Are my reasons good enough?
Quote:
Originally Posted by
ReineD
...
Are you gay?
Do you want to be a woman?
Why do you do this?
Do you want to dress because I am not enough for you?
Is this just sexual for you?
How often do you think you'll want to dress?
Are you wanting to tell everyone?
Do you think you'll want to go out in public, and if so where and when?
Thank you Reine.I can answer the majority of those questions thankfully.
The only ones that I think are tricky for me are :
"WHY do you do this?
[Do I ] dress because[she is ] not enough for [me]?
Is this just sexual for [me]?"
I don't know if my answers are "good enough".
~For example, the reason I feel I do this as of now is because I enjoy exploring my fem side on occasion,and I feel the clothes and makeup are helping me do that;sometimes as I honestly feel my moods perk up when I'm all 'pretty n dressed'.

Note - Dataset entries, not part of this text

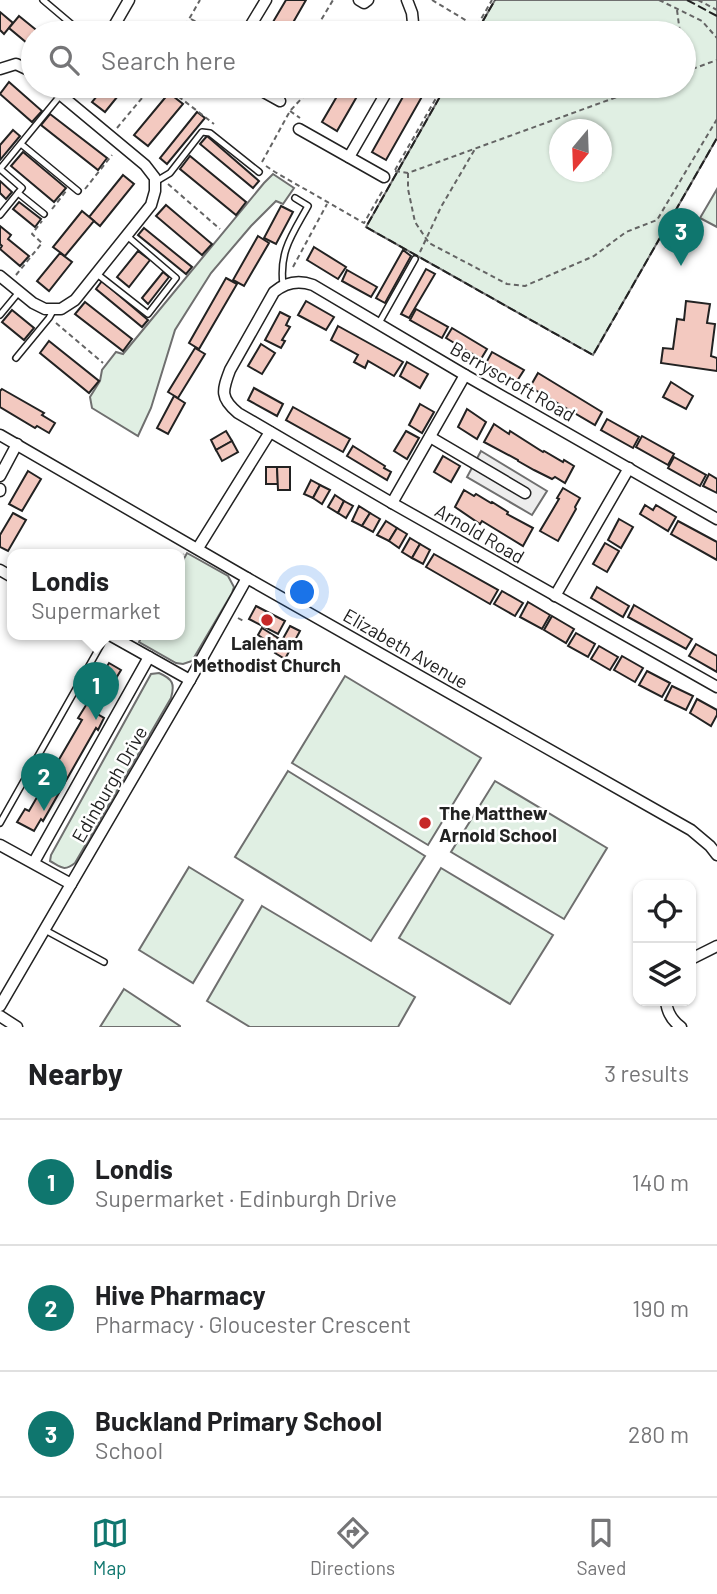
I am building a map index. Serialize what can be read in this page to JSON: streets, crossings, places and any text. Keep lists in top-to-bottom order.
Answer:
{
  "streets": {
    "street": [
      "Berryscroft Road",
      "Arnold Road",
      "Elizabeth Avenue",
      "Edinburgh Drive"
    ]
  },
  "crossings": [
    ["Berryscroft Road", "Arnold Road"],
    ["Elizabeth Avenue", "Edinburgh Drive"]
  ],
  "places": ["Laleham Methodist Church", "The Matthew Arnold School"],
  "north": "bottom",
  "page": {
    "search": "Search here",
    "pins": ["3", "1", "2"],
    "popup": ["Londis", "Supermarket"],
    "heading": ["Nearby", "3 results"],
    "list": [
      {
        "mark": "1",
        "name": "Londis",
        "note": "Supermarket · Edinburgh Drive",
        "value": "140 m"
      },
      {
        "mark": "2",
        "name": "Hive Pharmacy",
        "note": "Pharmacy · Gloucester Crescent",
        "value": "190 m"
      },
      {
        "mark": "3",
        "name": "Buckland Primary School",
        "note": "School",
        "value": "280 m"
      }
    ],
    "nav": ["Map", "Directions", "Saved"]
  }
}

~I also know I enjoy the experience in a sexual way too,but I don't want to transition into a woman at all;I also just honestly enjoy/have FUN going back and forth between male and female.I like ,and I think everyone in general likes, to feel attractive.I like feeling like a stud when I'm a boy ,and a smokin hot number when I'm dressing like a girl:D
~How often I guess depends on their comfort levels as much as my own;I don't know if she'll want to see my dress myself up if its not like a game between us (I don't want her thinking the wrong thinking that I wanna transition one day or something)and I do not know if I'll be so comfy letting her see me that way to much....I think like years of male programming still make me feel ashamed to have her see me as not/less-than a full man....but then at the same time,I'd love to play girlfriends and you know,just try on outfits,make each other up,etc.LOL I feel that if I could get a real girls touch I can take my CDing to a higher/and more attractive ,level.

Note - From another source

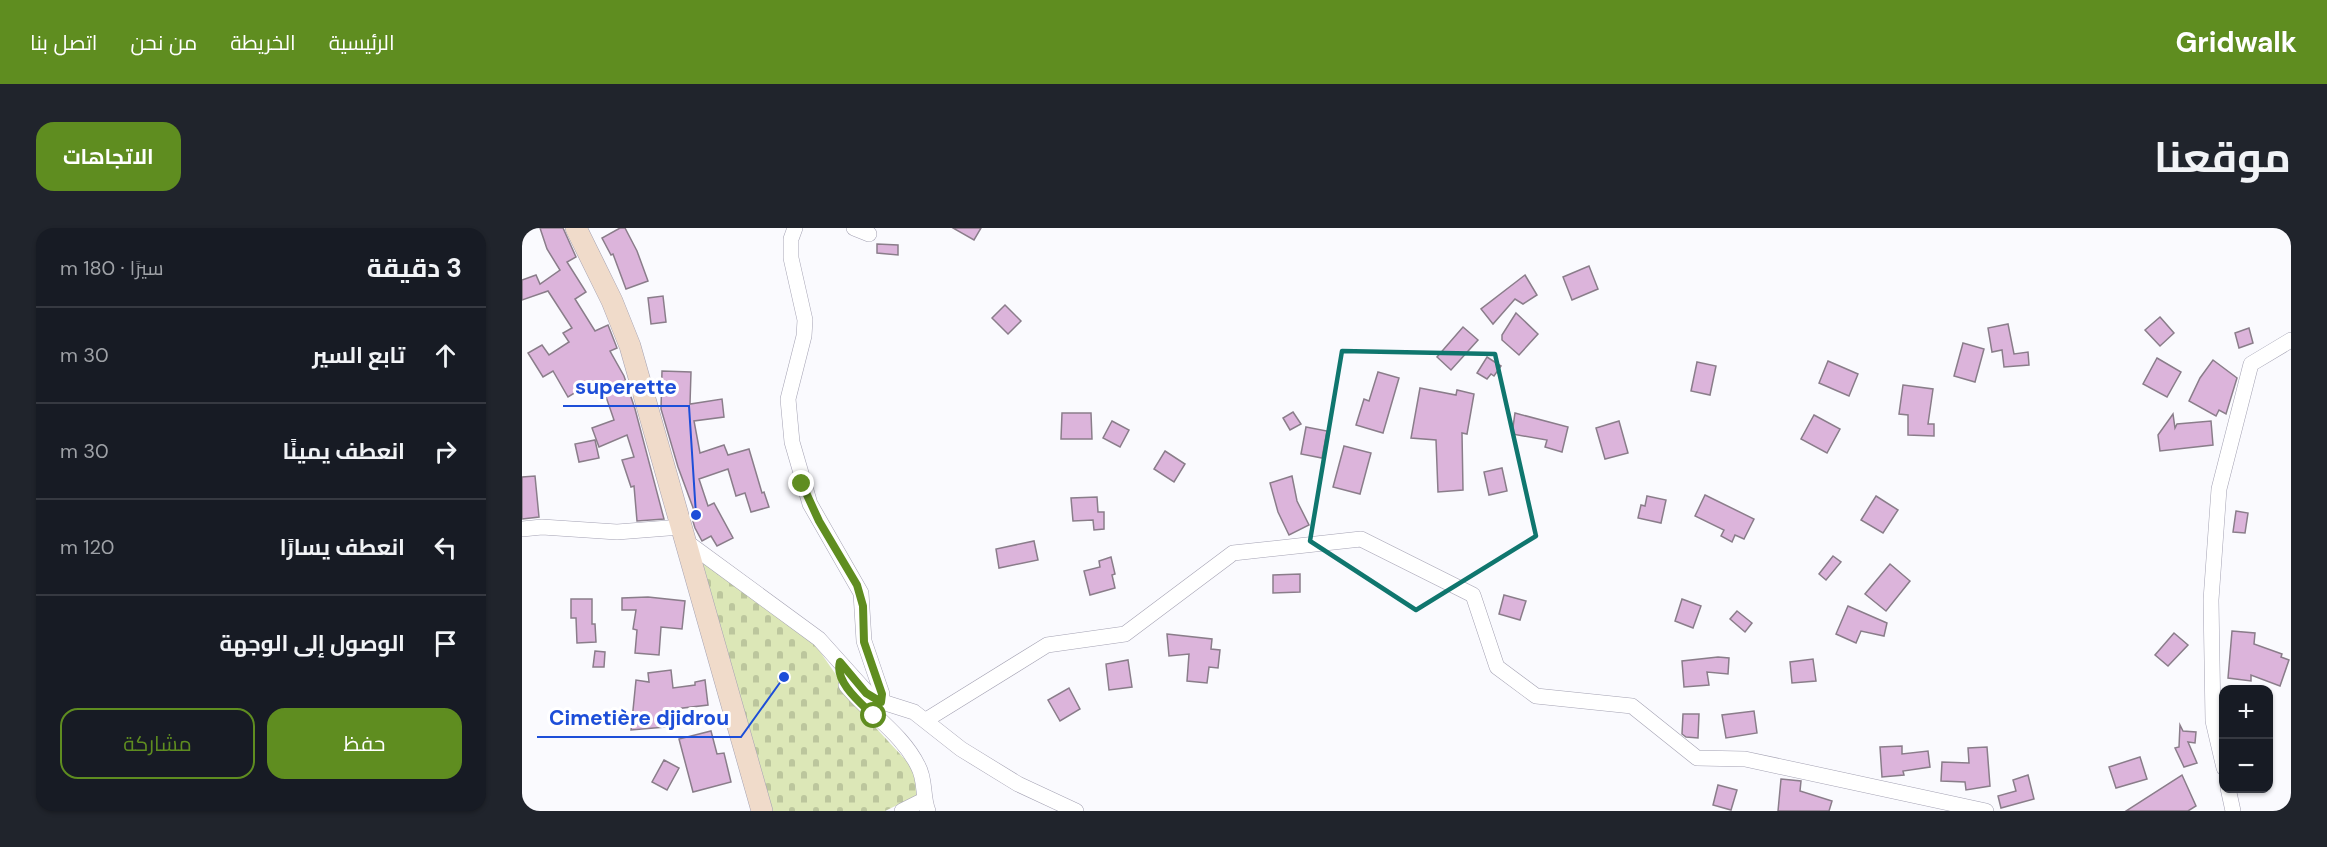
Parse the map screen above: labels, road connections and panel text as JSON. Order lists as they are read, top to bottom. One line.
{"places":["superette","Cimetière djidrou"],"page":{"header":"Gridwalk","nav":["الرئيسية","الخريطة","من نحن","اتصل بنا"],"title":"موقعنا","buttons":["الاتجاهات",["حفظ","مشاركة"]],"heading":["3 دقيقة","سيرًا · 180 m"],"list":[["تابع السير","30 m"],["انعطف يمينًا","30 m"],["انعطف يسارًا","120 m"],"الوصول إلى الوجهة"],"map_buttons":["+","−"]}}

~How I'd express my sexuality I'd tread carfully though.SHe knows I'm bi,or at least very bi-curious,but I don't know if that's something she'd be able or even willing to see in me.Not because of any homophobic crap,but because she very much likes to keep everything between JUST us;for example,she felt GUILTY for having a CRUSH on another guy she worked with last summer!And a few years before this,she felt very very uncomfortable when I told her some young woman I was tutoring tried to hold my hand (even though I politely and quickly rejected that advance)Can you believe that?! lol.SO ,by extension,I can only see me expressing sexual interest out side the 2 of us as sort of a "no-no."
Thoughts?
Thank you and I am a total 'Chicken';lol
Lol,thank you all for your input!
Of COURSE,any other insights are always welcome...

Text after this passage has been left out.